I mean, I remember being at 50,000 MRR growing five grand a month and still validating a bunch of assumptions we were trying to figure out. So I mean validation is obviously not a binary, it’s a spectrum and it’s really an ongoing thing. So the biggest thing I’d be doing is having conversations. I think if you have seen this problem come up over and over so you have verified it is a problem, that’s great. Just finding a problem can be hard. The next question I have is your solution something that actually solves the problem in a way that makes it worthwhile for your customers? This is called searching for problem, a solution fit. Have you built a solution to a problem that actually works and that people will use because you can build a piece of software to solve the problem of I want to add two numbers together.

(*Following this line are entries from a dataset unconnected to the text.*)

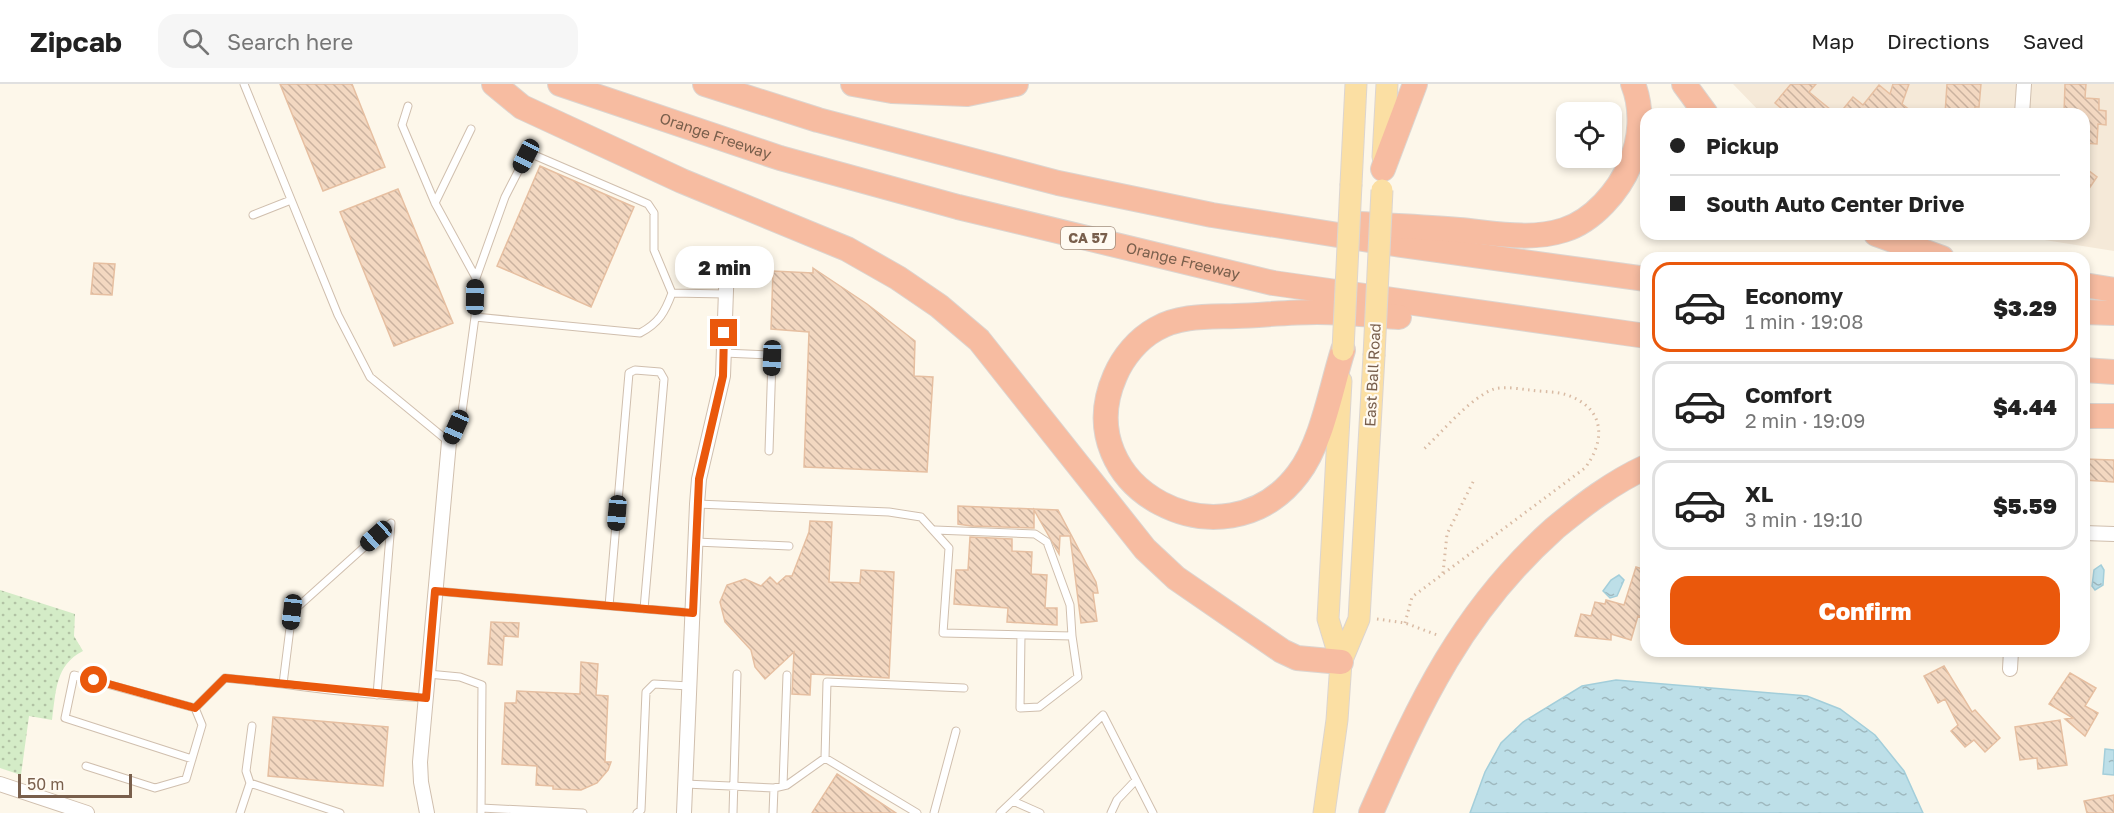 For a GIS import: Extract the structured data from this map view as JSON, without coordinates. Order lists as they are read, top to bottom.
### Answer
{
  "streets": {
    "highway": ["Orange Freeway", "CA 57"],
    "main road": ["East Ball Road"]
  },
  "scale_bar": "50 m",
  "page": {
    "header": "Zipcab",
    "search": "Search here",
    "nav": ["Map", "Directions", "Saved"],
    "banner": ["Pickup", "South Auto Center Drive"],
    "bubble": "2 min",
    "list": [
      {
        "name": "Economy",
        "note": "1 min · 19:08",
        "value": "$3.29"
      },
      {
        "name": "Comfort",
        "note": "2 min · 19:09",
        "value": "$4.44"
      },
      {
        "name": "XL",
        "note": "3 min · 19:10",
        "value": "$5.59"
      }
    ],
    "buttons": "Confirm",
    "scale": "50 m"
  }
}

And you could be like, that’s a problem people have. They’re searching for it in Google, so I’m going to build calculate that addition.com. Boy don’t register that. And people are going to log in, they’re going to create an account. I’m going to ask ’em a few questions and then they’re going to type in numbers and I’m going to solve the problem. This is a contrived example, but you get what I’m saying that is not worth it because people can just go to, it’s easier to just go to Excel, go to a calculator, go to a Google sheet, do it in their head, your solution is not going to work. And so again, while that was an overly simplistic example, you get the idea of you can technically solve a problem but not do it in a way that your customers will use because it’s still more cumbersome or it’s more confusing or they don’t want to learn it or they don’t want to switch the way they do it, or they’ve always done it on paper and they don’t want to move to whatever tool you have.

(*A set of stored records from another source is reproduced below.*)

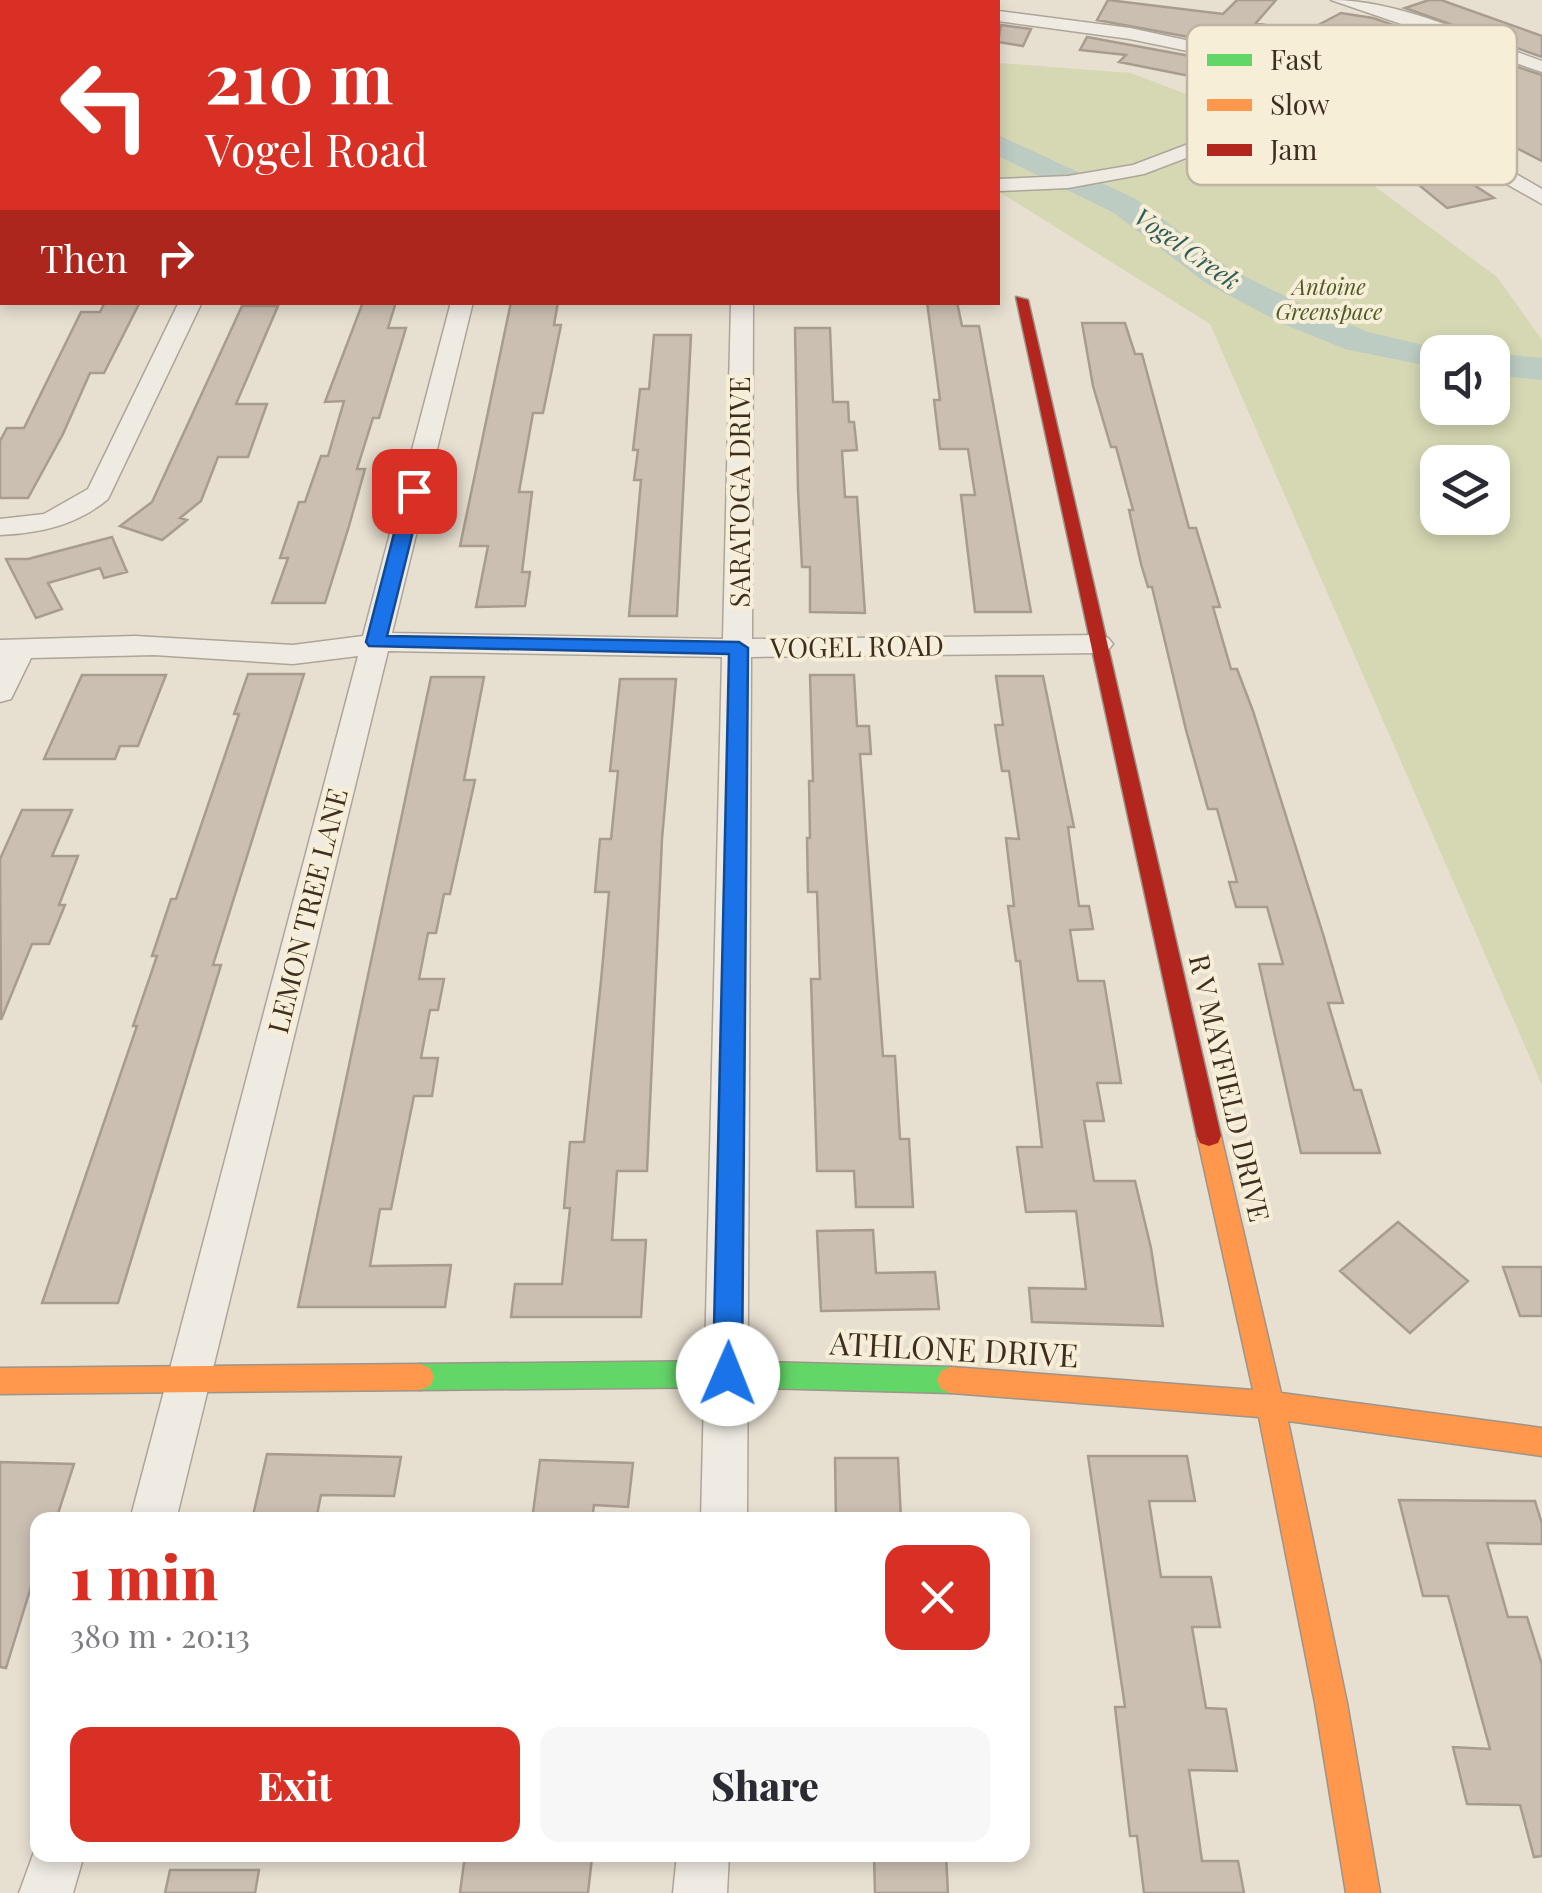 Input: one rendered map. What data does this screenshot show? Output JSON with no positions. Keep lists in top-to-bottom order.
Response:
{
  "streets": {
    "street": [
      "SARATOGA DRIVE",
      "VOGEL ROAD",
      "LEMON TREE LANE",
      "R V MAYFIELD DRIVE",
      "ATHLONE DRIVE"
    ]
  },
  "crossings": [
    ["SARATOGA DRIVE", "VOGEL ROAD"],
    ["SARATOGA DRIVE", "ATHLONE DRIVE"],
    ["VOGEL ROAD", "LEMON TREE LANE"],
    ["VOGEL ROAD", "R V MAYFIELD DRIVE"],
    ["LEMON TREE LANE", "ATHLONE DRIVE"],
    ["R V MAYFIELD DRIVE", "ATHLONE DRIVE"]
  ],
  "water": ["Vogel Creek"],
  "parks": ["Antoine Greenspace"],
  "legend": ["Fast", "Slow", "Jam"],
  "page": {
    "turn": ["210 m", "Vogel Road"],
    "then": "Then",
    "heading": ["1 min", "380 m · 20:13"],
    "buttons": ["Exit", "Share"]
  }
}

There’s all these objections. And so in this case, it kind of depends on your space, the vertical that you’re going into, but I would be having conversations showing people screenshots, getting people to try the app, does this look interesting? Does this solve a problem? Then the next question is, will they pay for it and will they pay enough to make it worth your while? Because you can build amazing software that solves a very hard problem and if a business is willing to pay $50 for it, but for you to find customers and support them and support the software, it’s a hundred dollars a month to make that happen. Obviously the unit economics don’t work and usually a huge cost of unit economics is the cost to acquire a customer because marketing sales are hard and they’re really expensive. So that’s probably, these are in order.
The next things I would be trying to figure out, it’s not just the problem exists that people are solving it today using something. Usually it’s Excel or clipboards. Those are the most common things. I say Google sheets, Excel, some type of spreadsheet and clipboards. And so then you’re trying to figure out does mine solve it better or in a way that people will switch from a free tool and will switch away from the way they’ve been doing it for 30 years. And then you start asking that question, can I find more of them? And so one way to answer the question I can’t find more of ’em is just to start doing outreach right now. And you can do it on LinkedIn, you can do it on any of your socials, but you can do direct cold outreach, you can scrape lists or buy lists or whatever, and you do this cold DMing and cold emailing.
And of course if you have a network in the space, you do it warm as well, like, Hey, we’ve solved this problem. And you can tell them, I have nothing to sell you right now, but I would like your opinion. Would you be willing to jump on a call and chat about this? Or would you be willing to exchange back and forth via email or send me a loom depending on how sophisticated the customer is? So that’s how I would be thinking about the next steps, the what’s next. Now, if the phrase validation bothers you, then don’t use it. You just talk about what are next steps? What are the riskiest parts of this business right now? That’s the question you should ask yourself every day when you wake up because the riskiest part is not that you can answer a support email. It’s not that you can write another line of code or build another feature.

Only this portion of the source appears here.